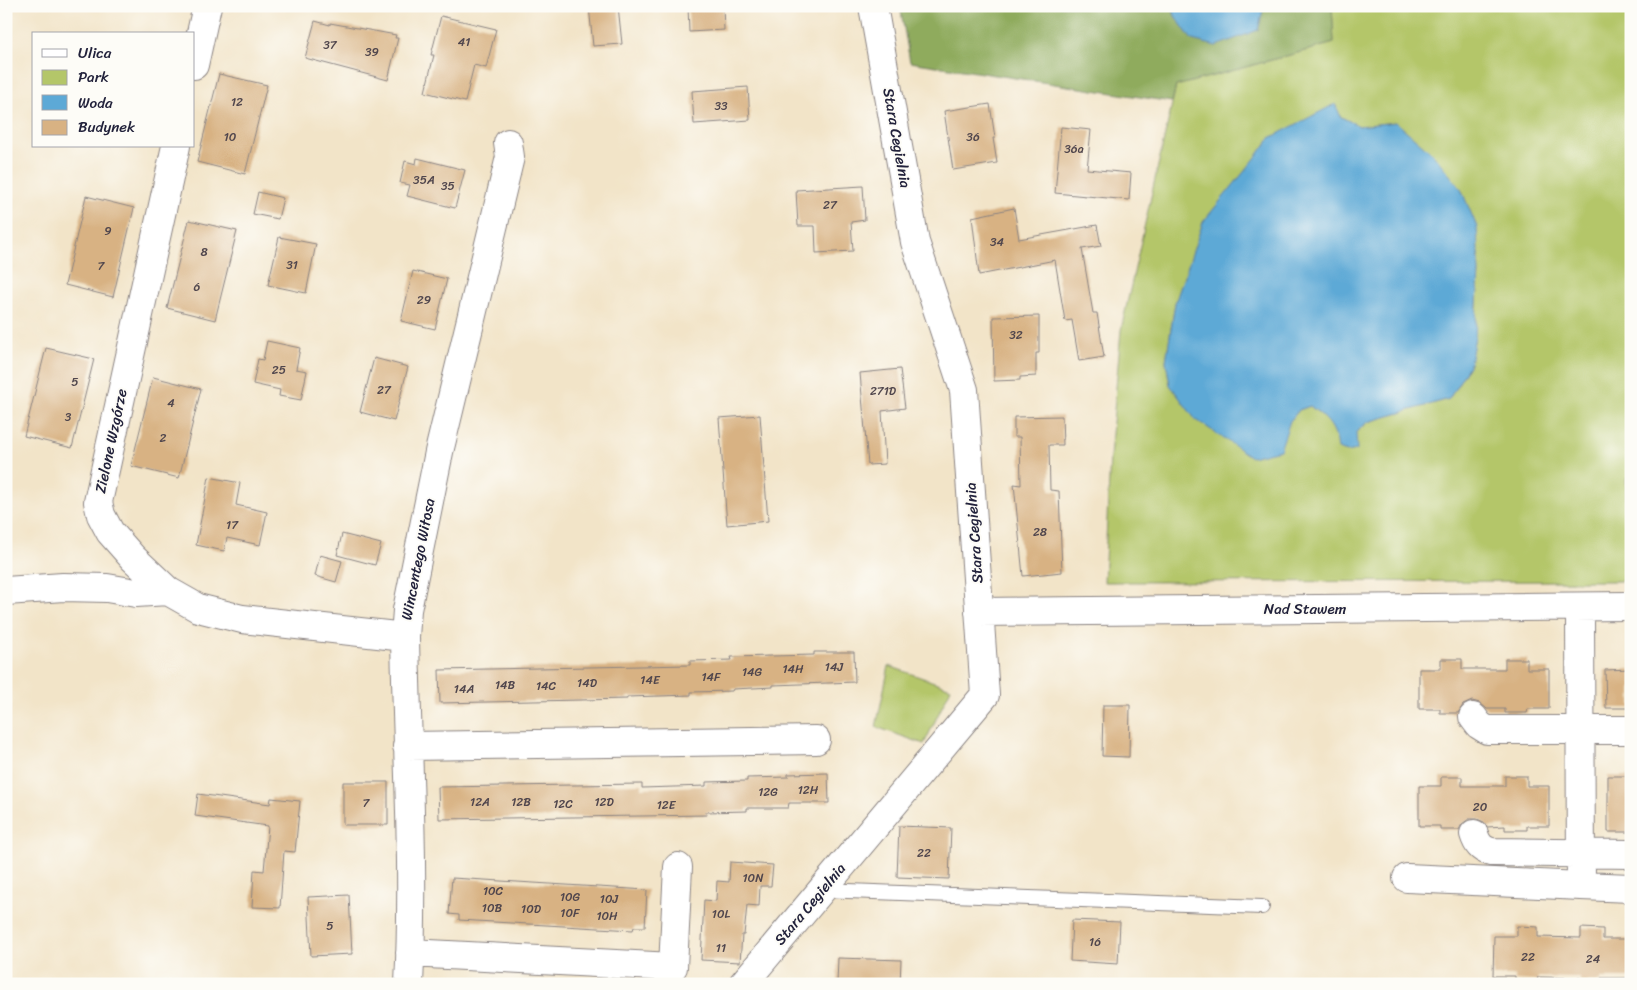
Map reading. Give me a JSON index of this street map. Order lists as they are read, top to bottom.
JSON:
{
  "streets": {
    "street": [
      "Stara Cegielnia",
      "Zielone Wzgórze",
      "Wincentego Witosa",
      "Nad Stawem"
    ]
  },
  "crossings": [
    ["Stara Cegielnia", "Nad Stawem"],
    ["Zielone Wzgórze", "Wincentego Witosa"]
  ],
  "house_numbers": [
    "41",
    "37",
    "39",
    "12",
    "33",
    "10",
    "36",
    "36a",
    "35A",
    "35",
    "27",
    "9",
    "34",
    "8",
    "31",
    "7",
    "6",
    "29",
    "32",
    "25",
    "5",
    "27",
    "271D",
    "4",
    "3",
    "2",
    "17",
    "28",
    "14J",
    "14H",
    "14G",
    "14F",
    "14E",
    "14D",
    "14B",
    "14C",
    "14A",
    "12H",
    "12G",
    "12A",
    "12B",
    "12D",
    "7",
    "12C",
    "12E",
    "20",
    "22",
    "10N",
    "10C",
    "10G",
    "10J",
    "10B",
    "10D",
    "10F",
    "10L",
    "10H",
    "5",
    "16",
    "11",
    "22",
    "24"
  ],
  "legend": [
    "Ulica",
    "Park",
    "Woda",
    "Budynek"
  ]
}
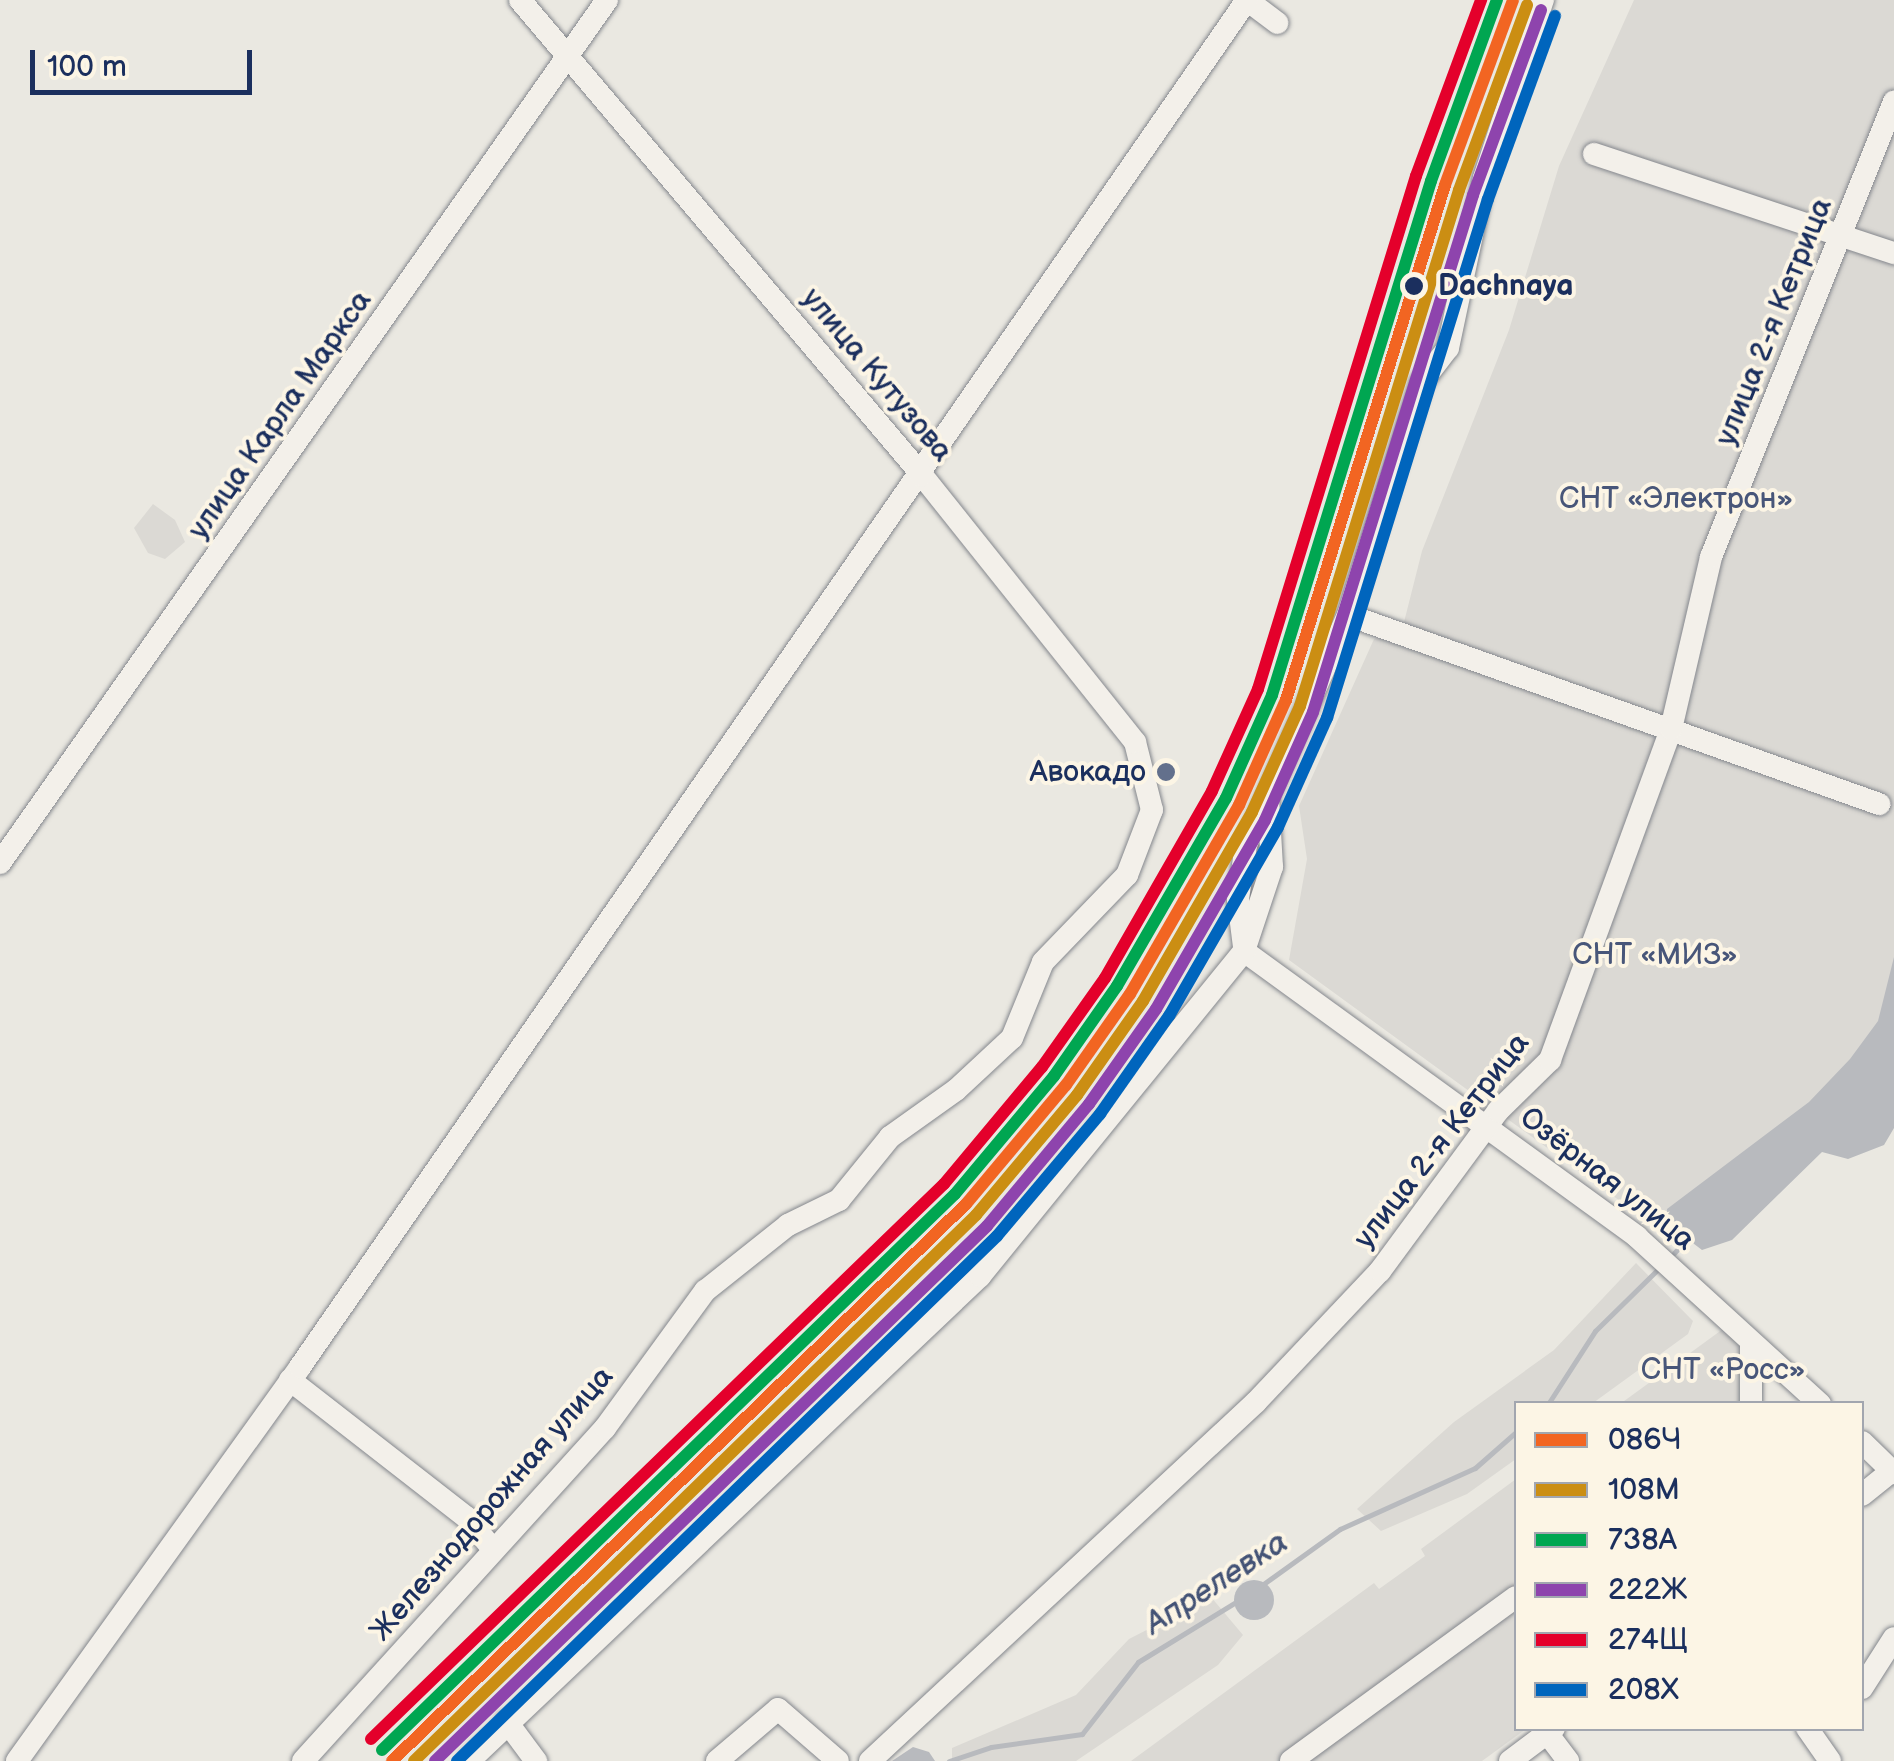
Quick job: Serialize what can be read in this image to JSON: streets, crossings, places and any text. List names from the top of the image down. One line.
{"streets":{"street":["улица 2-я Кетрица","улица Кутузова","улица Карла Маркса","Озёрная улица","Железнодорожная улица"]},"crossings":[["улица 2-я Кетрица","Озёрная улица"],["улица Кутузова","улица Карла Маркса"],["улица Кутузова","Железнодорожная улица"]],"water":["Апрелевка"],"parks":["СНТ «Электрон»","СНТ «МИЗ»","СНТ «Росс»"],"places":["Dachnaya","Авокадо"],"lines":["transit line 086Ч","transit line 738А","transit line 274Щ","transit line 108М","transit line 222Ж","transit line 208Х"],"legend":["086Ч","108М","738А","222Ж","274Щ","208Х"],"scale_bar":"100 m"}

= WORK INSTRUCTION =
The lines from the one containing "Quick job: Serialize" through the last line of the material above are to be copied exactly, both ends included.

= RESPONSE FOR THIS EXERCISE =
Quick job: Serialize what can be read in this image to JSON: streets, crossings, places and any text. List names from the top of the image down. One line.
{"streets":{"street":["улица 2-я Кетрица","улица Кутузова","улица Карла Маркса","Озёрная улица","Железнодорожная улица"]},"crossings":[["улица 2-я Кетрица","Озёрная улица"],["улица Кутузова","улица Карла Маркса"],["улица Кутузова","Железнодорожная улица"]],"water":["Апрелевка"],"parks":["СНТ «Электрон»","СНТ «МИЗ»","СНТ «Росс»"],"places":["Dachnaya","Авокадо"],"lines":["transit line 086Ч","transit line 738А","transit line 274Щ","transit line 108М","transit line 222Ж","transit line 208Х"],"legend":["086Ч","108М","738А","222Ж","274Щ","208Х"],"scale_bar":"100 m"}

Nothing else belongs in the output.